Habillé dans une pochette « synthétique » et colorée, Fuse est donc le onzième album de EBTG, et ne créons pas un suspense malsain et inutile, il peut figurer d’ores et déjà – avant même que nous ayons laissé le confort des écoutes répétées faire son travail – parmi les réussites du groupe. Nothing Left To Lose, le premier titre, dansant (dub step ?), peut donner un instant l’impression que Tracey et Ben ont cédé aux sirènes de la superficialité, mais il suffit de prêter attention aux premières phrases pour comprendre que, non, rien n’a fondamentalement changé : « I need a thicker skin / This pain keeps getting in / Tell me what to do / ‘Cause I’ve always listened to you » (J’ai besoin d’avoir la peau plus épaisse / Cette douleur n’arrête pas de me pénétrer / Dis-moi quoi faire / Parce que je t’ai toujours écouté). L’angoisse, le désespoir, la douleur, et l’autre comme planche de salut…
Run the Red Light lance le thème majeur de l’album, les souvenirs d’une époque désormais perdue dans le passé, et à travers le portrait d’un rêveur dont les grandes ambitions (« It’s 2 AM, wе’re leaving loudly / Wake thе neighbours, we won’t come quietly / They’ll all know my name soon « – Il est 2h du matin, on sort en faisant un maximum de bruit / On réveille les voisins, on ne va pas se rendre tranquillement / Tout le monde connaîtra bientôt mon nom…) ne faisaient que dissimuler la vulnérabilité, c’est tout l’amour et la nostalgie de ceux dont nous avons croisé le chemin quand nous étions encore jeunes et plein d d’illusions qui éclot.
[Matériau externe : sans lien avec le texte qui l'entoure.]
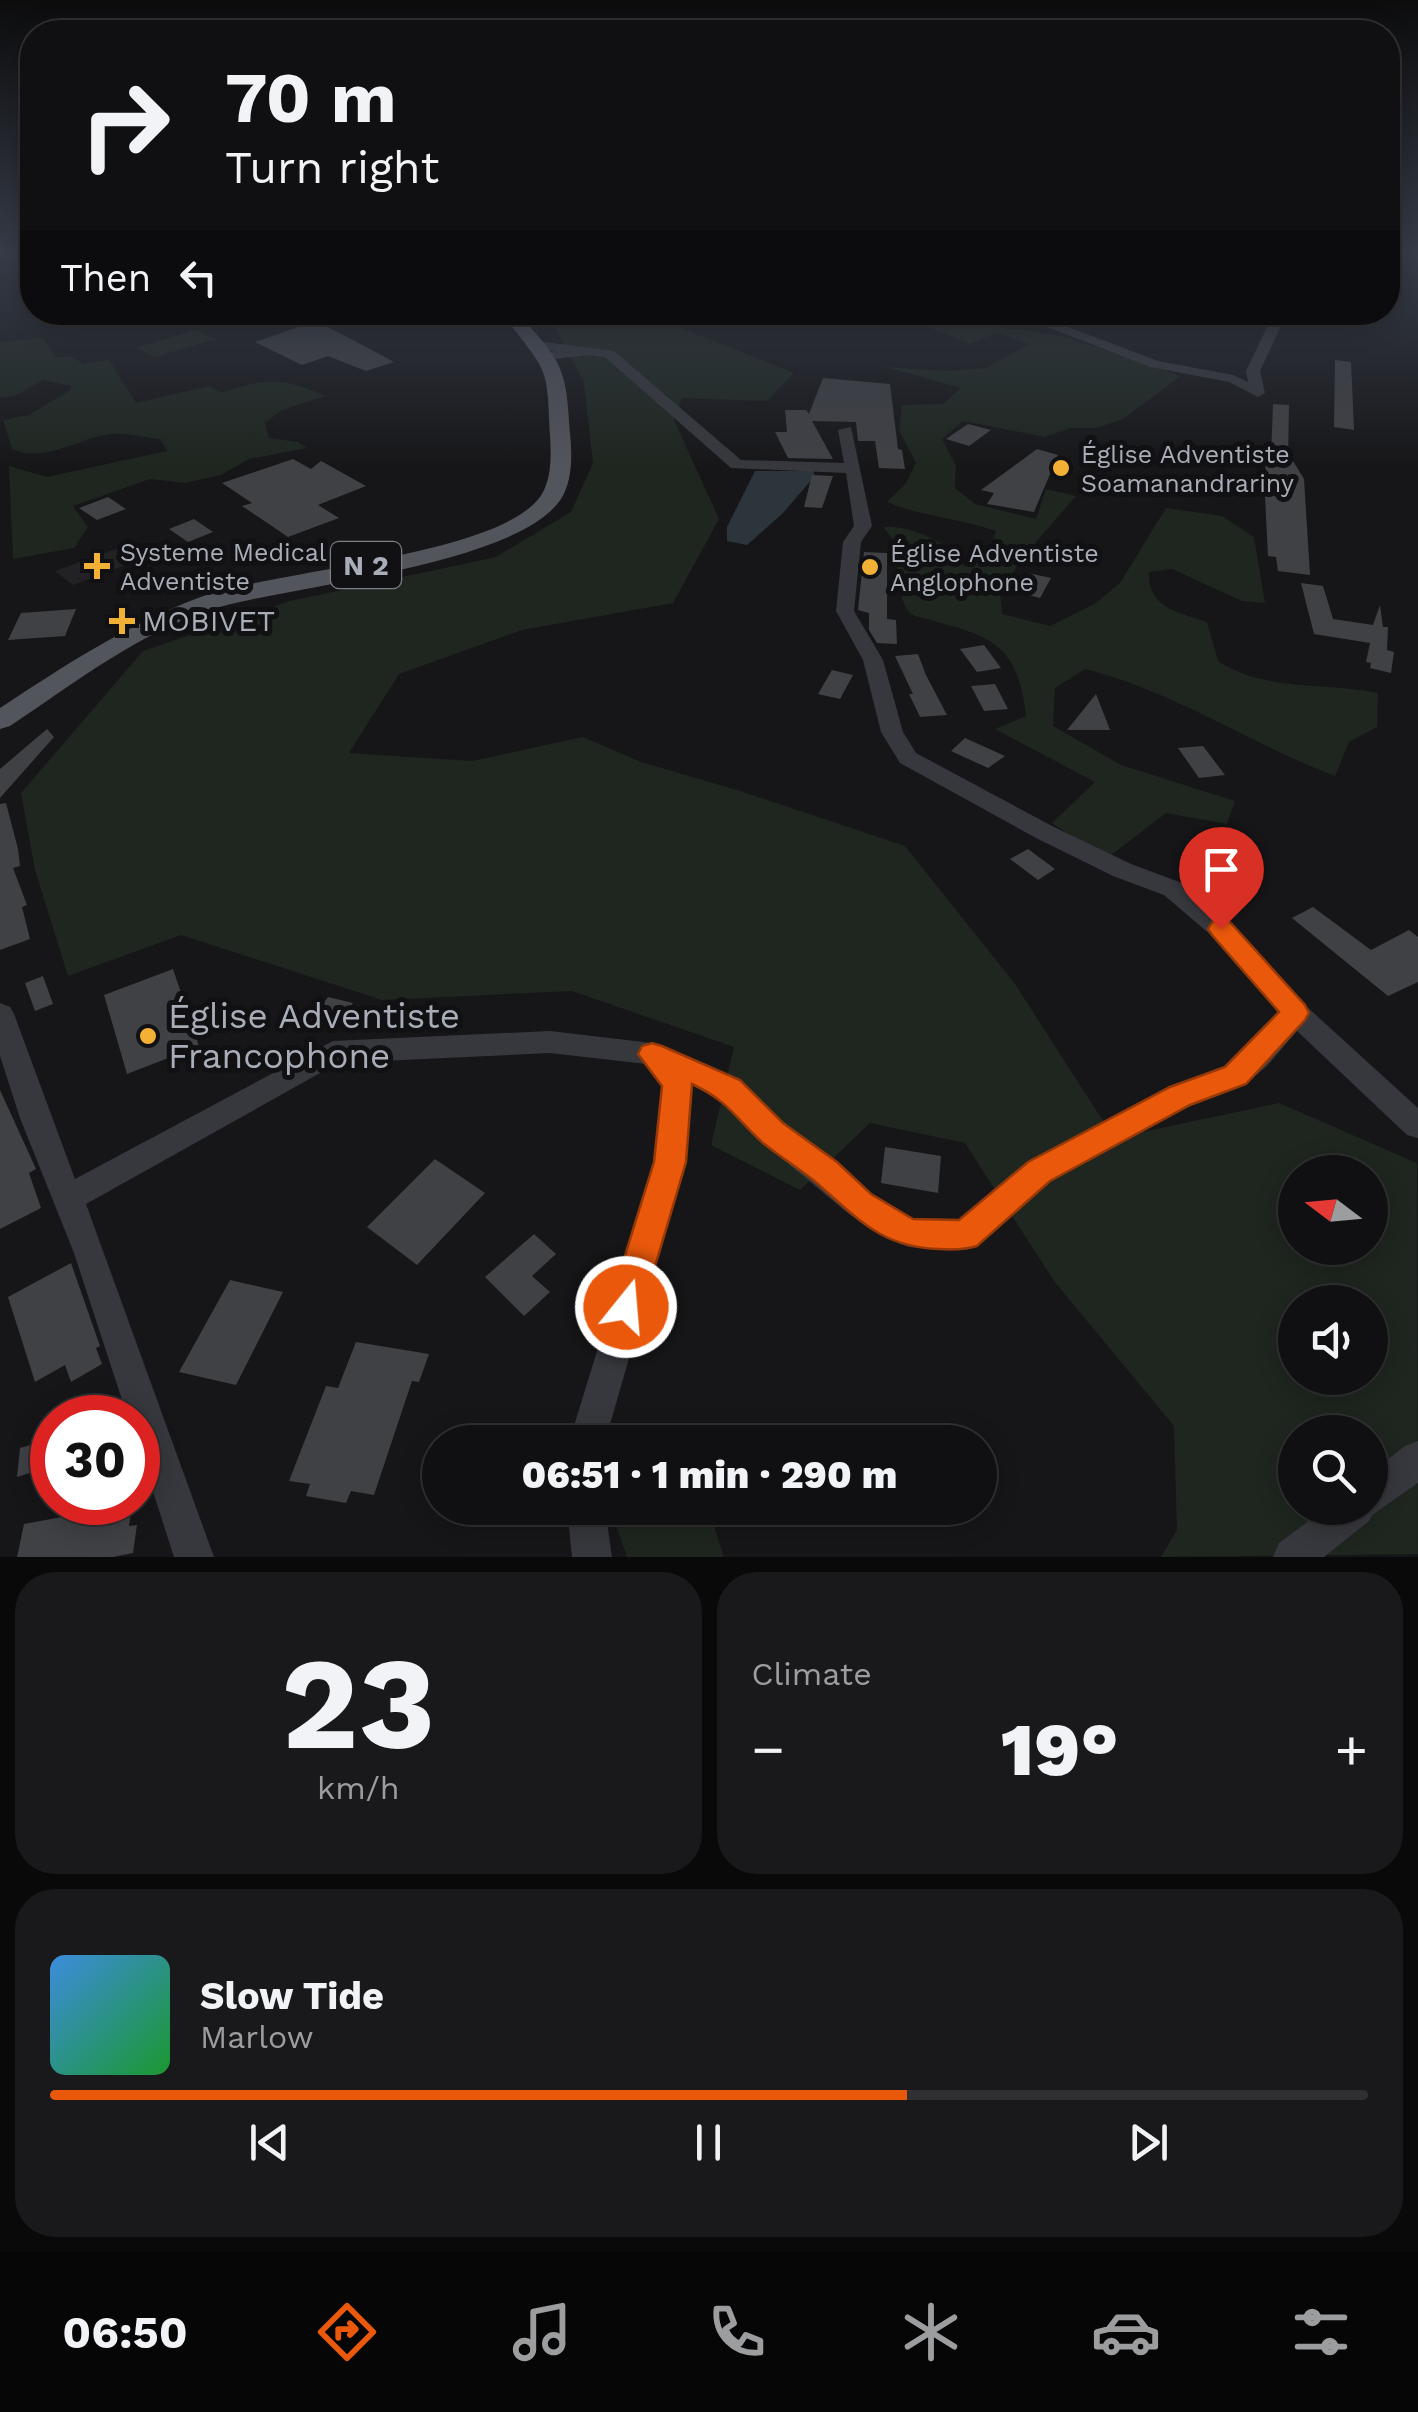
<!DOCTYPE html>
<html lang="en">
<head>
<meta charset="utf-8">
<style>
	:root { --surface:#101012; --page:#19191b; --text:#f1f3f6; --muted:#9c9d9f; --line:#303032; --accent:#ea580c }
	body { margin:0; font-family:"Work Sans",sans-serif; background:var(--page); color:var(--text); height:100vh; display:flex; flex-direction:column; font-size:38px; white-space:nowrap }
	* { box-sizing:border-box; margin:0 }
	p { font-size:32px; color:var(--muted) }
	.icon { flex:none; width:55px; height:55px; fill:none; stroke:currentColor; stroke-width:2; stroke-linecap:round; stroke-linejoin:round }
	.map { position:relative; height:1557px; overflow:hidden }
	.sheet { display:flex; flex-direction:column; gap:15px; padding:15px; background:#09090a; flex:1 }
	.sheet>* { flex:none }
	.top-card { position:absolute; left:20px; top:20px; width:1380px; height:305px; border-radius:40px; box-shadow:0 5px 25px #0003,0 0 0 2px var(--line); background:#101012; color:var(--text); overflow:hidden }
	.needle { width:65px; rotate:286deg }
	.fabs { position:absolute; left:1278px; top:1155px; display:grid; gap:20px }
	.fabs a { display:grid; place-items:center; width:110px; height:110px; border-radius:50%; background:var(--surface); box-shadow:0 5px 25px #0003,0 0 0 2px var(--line); font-size:50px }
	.speed { position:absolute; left:30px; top:1395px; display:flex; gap:20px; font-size:50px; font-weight:700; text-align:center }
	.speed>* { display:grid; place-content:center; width:130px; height:130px; border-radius:50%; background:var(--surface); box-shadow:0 5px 25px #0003,0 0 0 2px var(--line); line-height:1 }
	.speed .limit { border:15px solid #d22; background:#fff; color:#111 }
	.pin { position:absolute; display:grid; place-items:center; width:85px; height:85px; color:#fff; margin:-102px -42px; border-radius:50% 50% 50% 0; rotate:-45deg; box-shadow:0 0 10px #0007 }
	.pin .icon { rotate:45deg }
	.me { position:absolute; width:110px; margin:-55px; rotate:17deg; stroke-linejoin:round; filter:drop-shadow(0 0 8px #0008) }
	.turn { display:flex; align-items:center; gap:35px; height:210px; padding:0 40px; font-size:45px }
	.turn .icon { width:130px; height:130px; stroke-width:2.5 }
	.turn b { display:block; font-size:70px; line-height:85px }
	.then { display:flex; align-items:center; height:95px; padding:0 40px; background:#0003; gap:20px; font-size:38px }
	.big { font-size:75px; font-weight:800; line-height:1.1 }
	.sheet .tile { flex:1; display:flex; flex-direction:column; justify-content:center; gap:15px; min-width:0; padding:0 35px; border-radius:40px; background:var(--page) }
	.sheet .dial { align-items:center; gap:0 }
	.dial b { font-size:130px; line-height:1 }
	.song { display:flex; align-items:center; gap:30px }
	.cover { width:120px; height:120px; border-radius:15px; background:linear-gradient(135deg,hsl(210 70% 55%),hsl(130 70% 35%)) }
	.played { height:10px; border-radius:5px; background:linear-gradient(90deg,var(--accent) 65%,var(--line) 65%) }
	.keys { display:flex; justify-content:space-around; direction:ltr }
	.heat { display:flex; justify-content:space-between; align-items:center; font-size:55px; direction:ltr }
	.sheet .tiles { flex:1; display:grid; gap:15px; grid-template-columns:1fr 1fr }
	.tile:last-child { grid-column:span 2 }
	.trip { position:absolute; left:422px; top:1425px; width:575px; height:100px; border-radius:50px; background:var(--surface); box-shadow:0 5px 25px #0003,0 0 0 2px var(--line); font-weight:800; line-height:100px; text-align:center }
	.dock { display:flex; height:160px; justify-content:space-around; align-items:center; background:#060607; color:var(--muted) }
	.dock .icon { width:70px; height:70px }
	.dock .on { color:var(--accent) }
	.dock b { font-size:45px; color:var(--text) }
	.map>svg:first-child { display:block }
	.built { fill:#222225 }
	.green { fill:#1e261f; fill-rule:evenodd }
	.water { fill:#2c353c }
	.building { fill:#404145 }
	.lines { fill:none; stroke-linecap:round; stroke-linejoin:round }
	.minor { fill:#37383d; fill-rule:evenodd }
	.major { fill:#53555c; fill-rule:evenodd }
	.route { fill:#ea580c; stroke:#983908; stroke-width:2.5 }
	.poi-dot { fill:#f2b134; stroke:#111113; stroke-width:4 }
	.labels { text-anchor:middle; stroke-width:10; stroke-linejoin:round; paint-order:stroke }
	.far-poi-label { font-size:25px; fill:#a8adb8; stroke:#111113; text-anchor:start }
	.shield { fill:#111113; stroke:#7b7e86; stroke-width:2.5 }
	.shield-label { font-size:28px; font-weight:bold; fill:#a8adb8 }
	.poi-label { font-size:30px; fill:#a8adb8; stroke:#111113; text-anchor:start }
	.near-poi-label { font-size:35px; fill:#a8adb8; stroke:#111113; text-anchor:start }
</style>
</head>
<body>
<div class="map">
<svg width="1418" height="1557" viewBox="0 0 1418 1557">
	<rect width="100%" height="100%" fill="#161618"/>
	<path class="built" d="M124,546l18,13 -69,26 -18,-14z"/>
	<path class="green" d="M548,313h95l151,60 -27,28 -85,-3 -8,22 45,99 -46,84 -151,27 -123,44 -50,79 123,8 111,-24 58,25 96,28 168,56 110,138 99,154 165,-35 138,60 1,391 -257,3 16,-27 -3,-104 -120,-145 -89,-138 -95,-20 -70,67 -89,-45 23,-98 -162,-56 -190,9 -201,-65 -113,41 -33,-106 -14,-77 122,-142 147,-50 206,-44 75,-45 22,-49 -9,-80zM1295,1172h75v76h-75zM1295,1302h75v76h-75zM1295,1432h75v76h-75z
		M894,313l169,23 118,40 -58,43 -26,9h-27l-25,9 -82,-16 -21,18 14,27 -1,22 20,16 61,15 10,-30 30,7 -53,61 -23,35 2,22 48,12 46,-23 24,-20 46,-75 56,8 32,21 11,66 -23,-2 -70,-32 -23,3c-2,36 30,40 58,50l11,39c47,31 107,21 160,32l-1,34 -28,15 -14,34c-85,-32 -161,-85 -250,-107l-30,19 -2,38 68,39 114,36 -8,23 -61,-11 -60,46 -54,-36 43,-41 -100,-53 31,-13c-9,-84 -46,-80 -116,-102 -14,-20 -14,-46 -12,-69l-15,-18c28,-2 68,16 82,40l27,-22 4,-14c-37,-13 -74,-14 -109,-29l19,-19 10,-20 -17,-33 3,-25 41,-1 18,-16 -76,-21 62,4 39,-3 43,-24 -33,-11 -26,11z
		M195,330l20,9 -60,18 -19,-9z
		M43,338l13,20 13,-2 15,8 25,-4 27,43 73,-17 12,7c43,-15 63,-16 104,3l-43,14 -17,13 4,15 29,4 9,6 -58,11 -28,16 -36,8 -35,-4 -77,27 15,21 -14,21 -61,11 -4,-93 38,11 120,-26 -7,-12c-15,-1 -33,-6 -48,-5 -33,3 -66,30 -100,15l-9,-29 26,-5 42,-25v-4l-28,-6 -28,16 -15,2v-56z
		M610,1508h98l16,49h-97z"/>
	<path class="water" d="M755,471h59v6l-31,36 -36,32 -20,-4v-14z"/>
	<path class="building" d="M316,321l37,19 41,22 -28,9 -38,-15 -26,9 -47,-23z
		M1335,360l16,2 3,68 -20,-3z
		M823,378l67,6 8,65 4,1 3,19 -26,-1 -4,-27h-17l-2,-19 -44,-1 21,38 -45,-1 -13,-26h12l-2,-22h21l3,4z
		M1273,404l16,1 -1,55 5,1 11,18 6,96 -32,-4 -2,-14 -8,-1 -3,-60 5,1 -6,-39h7z
		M968,424l23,6 -22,16 -23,-7z
		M1037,449l21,6 -24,57 -47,-8 7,-11 -13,-3z
		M293,459l18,10 10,-8 45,25 -48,19 21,13 -51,19 -46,-31 10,-3 -30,-20z
		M812,475l21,1 -11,32 -18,-1z
		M108,497l18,12 -29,11 -18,-12z
		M194,519l19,13 -25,10 -19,-13z
		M864,552l23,1v66l9,1 1,24 -20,-1 -8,-13v-17l-11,-3z
		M1028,573l23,5 -11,20 -23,-6z
		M1301,583l22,3 10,33 40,6 7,-20 3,22h5l-1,23 7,2 -3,21 -21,-5 1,-5 -5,-1 4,-19 -56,-9z
		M76,609l-11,27 -57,4 13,-27z
		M984,645l17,23 -24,4 -17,-23z
		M918,654l8,21 21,40 -27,2 -11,-23h4l-18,-38z
		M832,670l21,5 -13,24 -22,-5z
		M995,684l13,25 -24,2 -13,-25z
		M1096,694l14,36h-43z
		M47,729l7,8 -54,61v-29z
		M965,738l40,18 -17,12 -37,-17z
		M1203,746l22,29 -26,3 -21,-30z
		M6,803l12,46 2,17 -7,2 14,37 -5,2 8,32 -30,11v-146z
		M1199,836l46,22 -12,14 -46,-22z
		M1028,849l27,20 -17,11 -28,-21z
		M1313,907l58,43 38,-20 9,7v45l-30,14 -96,-78z
		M173,969l26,77 -72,28 -23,-79z
		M43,976l10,28 -18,7 -10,-28z
		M328,997l25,6 -16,23 -26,-6z
		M0,1090l36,79 -7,4 12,35 -41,21z
		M885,1147l56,9 -3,37 -57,-10z
		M435,1159l50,34 -68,72 -50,-38z
		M534,1234l22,20 -24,22 18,16 -26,24 -39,-39z
		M71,1263l29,83 -4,2 6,16 -31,18 -6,-17 -30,17 -27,-85z
		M230,1280l53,12 -47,93 -57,-13z
		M356,1342l73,12 -10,28 -7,-1 -38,114 -23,-4 -5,12 -40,-7 4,-12 -21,-3 37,-95 12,2z
		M52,1439v27l-35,11 3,-29z
		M132,1504l-3,22 8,-1 -4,28 -20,4h-96l7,-33z"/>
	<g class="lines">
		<path class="minor" d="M1388,301l7,2v6h-7z
			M1009,312h19l130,49 75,14 15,7 -2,-11 25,-52h43l32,-7 1,4 -33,11 -33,-1 -21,45 5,22 -7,4 -29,-15 -79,-15z
			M538,341l76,10 127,109 103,3 -6,-33 13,-3 21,99 -11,16 -7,69 29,49 20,72 13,21 136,73 79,38 51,19 48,39 76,84 112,102v30l-11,-3 -110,-104 -30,35 -22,18 -55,20 -140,77 -73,64 -11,5 -57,-3 -11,-4 -49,-29 -87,-72 -42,-46 -29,-12 -6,79 -80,279h-36l86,-279 7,-77 -16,-22 -96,-11 -212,10 -252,141 128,353h-40l-36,-112v-27h-10l-54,-165 -54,-135 -20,-62v-53l10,4 4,7 61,165 258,-138 217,-10 102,12 88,37 44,44 87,70 42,25 47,1 68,-57 142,-75 55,-20 22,-18 33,-37 -68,-77 -48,-41 -51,-19 -77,-38 -136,-75 -19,-31 -18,-72 -27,-49 7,-69 11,-16 -8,-53 -115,-5 -126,-111 -18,-2 -40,5 -5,-1v-6l13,-2 -22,-3 -2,-3z
			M1418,1441v42l-46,32 -3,6 -45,36h-51l6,-14 47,-35h44v-35l35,-27z
			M567,1508h38l7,49h-40z"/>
		<path class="major" d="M506,312h16l1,7c42,46 43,53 47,114 2,21 3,47 -9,66 -43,65 -263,86 -341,108 -77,22 -145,76 -210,119l-10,3v-21c64,-42 126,-83 198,-110 73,-28 306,-42 344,-104 10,-17 9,-40 8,-59 -3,-70 -2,-61 -43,-115z"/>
	</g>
	<linearGradient id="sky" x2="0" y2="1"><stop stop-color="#0c0c0d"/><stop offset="0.54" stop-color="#363c48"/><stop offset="1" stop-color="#363c48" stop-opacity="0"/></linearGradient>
	<rect width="1418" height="470" fill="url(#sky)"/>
	<path class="route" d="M1221,919l9,3 75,83 4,8 -4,7 -59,64 -56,21 -140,76 -73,65c-13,4 -24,4 -38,3 -61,-2 -83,-33 -126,-69 -16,-13 -34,-24 -50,-37 -29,-26 -33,-41 -71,-59l-6,78 -43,145 -5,12 -12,4 -12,-4 -5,-12 45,-145 8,-76 -24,-32 4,-8 10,-3 10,3 78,34 43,43 54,39 34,32 42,25 46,1 69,-58 142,-75 55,-20 54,-55 -67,-77 -4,-6 4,-7z"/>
	<g class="poi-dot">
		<circle cx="1061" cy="468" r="10"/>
		<path d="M92 551h10v10h10v10h-10v10h-10v-10h-10v-10h10z"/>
		<circle cx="870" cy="567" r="10"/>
		<path d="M117 606h10v10h10v10h-10v10h-10v-10h-10v-10h10z"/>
		<circle cx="148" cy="1036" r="10"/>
	</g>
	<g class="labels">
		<g class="far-poi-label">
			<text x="1081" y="463">Église Adventiste<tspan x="1081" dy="29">Soamanandrariny</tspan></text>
			<text x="120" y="561">Systeme Medical<tspan x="120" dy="29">Adventiste</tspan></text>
			<text x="890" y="562">Église Adventiste<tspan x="890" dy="29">Anglophone</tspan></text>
		</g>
		<rect class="shield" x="331" y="542" width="70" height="46" rx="8"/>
		<g class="shield-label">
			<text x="366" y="575">N 2</text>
		</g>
		<g class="poi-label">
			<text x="142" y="631">MOBIVET</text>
		</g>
		<g class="near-poi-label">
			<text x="168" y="1028">Église Adventiste<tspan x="168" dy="40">Francophone</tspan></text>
		</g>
	</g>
</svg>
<div class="fabs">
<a><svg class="needle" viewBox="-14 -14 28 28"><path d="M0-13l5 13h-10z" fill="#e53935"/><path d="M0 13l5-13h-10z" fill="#9c9d9f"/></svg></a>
<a><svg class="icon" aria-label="sound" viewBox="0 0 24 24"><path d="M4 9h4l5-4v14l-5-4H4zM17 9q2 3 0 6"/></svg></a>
<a><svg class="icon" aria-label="search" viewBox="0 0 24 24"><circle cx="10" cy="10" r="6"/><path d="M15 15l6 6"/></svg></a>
</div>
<div class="speed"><div class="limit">30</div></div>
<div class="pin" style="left:1221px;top:929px;background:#d93025"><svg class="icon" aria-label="arrive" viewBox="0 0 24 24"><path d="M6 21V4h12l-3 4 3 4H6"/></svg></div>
<svg class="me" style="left:626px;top:1307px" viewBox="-20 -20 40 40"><circle r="17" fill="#ea580c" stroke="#fff" stroke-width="3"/><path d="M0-11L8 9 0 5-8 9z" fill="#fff"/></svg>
<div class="trip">06:51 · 1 min · 290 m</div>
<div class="top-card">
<div class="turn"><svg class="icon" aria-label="right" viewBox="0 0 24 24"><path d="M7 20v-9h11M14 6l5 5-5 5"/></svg><div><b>70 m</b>Turn right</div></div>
<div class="then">Then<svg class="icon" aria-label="left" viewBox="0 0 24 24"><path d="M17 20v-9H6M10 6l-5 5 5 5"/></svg></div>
</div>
</div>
<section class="sheet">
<div class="tiles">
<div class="tile dial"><b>23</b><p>km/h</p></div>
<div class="tile"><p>Climate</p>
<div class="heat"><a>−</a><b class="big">19°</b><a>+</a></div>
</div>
<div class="tile">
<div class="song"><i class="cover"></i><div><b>Slow Tide</b><p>Marlow</p></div></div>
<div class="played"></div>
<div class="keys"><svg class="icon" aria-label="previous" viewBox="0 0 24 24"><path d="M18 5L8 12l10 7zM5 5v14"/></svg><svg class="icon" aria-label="pause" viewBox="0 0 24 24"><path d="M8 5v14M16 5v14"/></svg><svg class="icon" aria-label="next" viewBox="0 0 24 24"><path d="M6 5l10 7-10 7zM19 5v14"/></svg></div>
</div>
</div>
</section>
<nav class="dock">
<b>06:50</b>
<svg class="icon on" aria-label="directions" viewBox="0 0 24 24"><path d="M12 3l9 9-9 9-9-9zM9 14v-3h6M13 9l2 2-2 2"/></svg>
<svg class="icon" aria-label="music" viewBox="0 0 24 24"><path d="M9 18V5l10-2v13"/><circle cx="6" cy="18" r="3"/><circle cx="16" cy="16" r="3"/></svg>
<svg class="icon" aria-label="phone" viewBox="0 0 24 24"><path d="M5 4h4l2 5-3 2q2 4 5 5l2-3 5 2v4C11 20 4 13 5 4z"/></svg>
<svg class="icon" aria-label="climate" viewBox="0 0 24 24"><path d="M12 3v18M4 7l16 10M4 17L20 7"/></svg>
<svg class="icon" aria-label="car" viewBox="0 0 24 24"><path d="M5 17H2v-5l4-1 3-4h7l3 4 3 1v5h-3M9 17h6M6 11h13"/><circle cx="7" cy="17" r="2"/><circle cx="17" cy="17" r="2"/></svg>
<svg class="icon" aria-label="filters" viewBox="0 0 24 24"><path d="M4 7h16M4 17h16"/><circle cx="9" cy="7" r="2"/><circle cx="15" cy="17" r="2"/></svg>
</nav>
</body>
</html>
Ce que l’on comprend au fur et à mesure que les magnifiques chansons de Fuse défilent, c’est que la magie de l’album vient, d’une manière finalement assez inattendue, de la conjonction improbable de la chaleur et de la nostalgie qui se dégagent de la voix de Tracey – une voix qui a évidemment changé avec l’âge, mais qui n’a rien perdu de sa beauté – avec la modernité synthétique, et donc froide, de l’orchestration. On pourra tiquer sur l’utilisation de l’auto-tune sur When You Mess Up (mais mon dieu pourquoi déformer une voix comme celle de Tracey Horn ?), mais c’est là une réflexion de fan de la première heure, qui n’arrive pas à réellement admettre que le groupe ait survécu aux années, et surtout au silence, et reste toujours aussi pertinent… Et puisse peut-être même séduire une nouvelle génération avec des chansons qui parlent surtout du temps passé…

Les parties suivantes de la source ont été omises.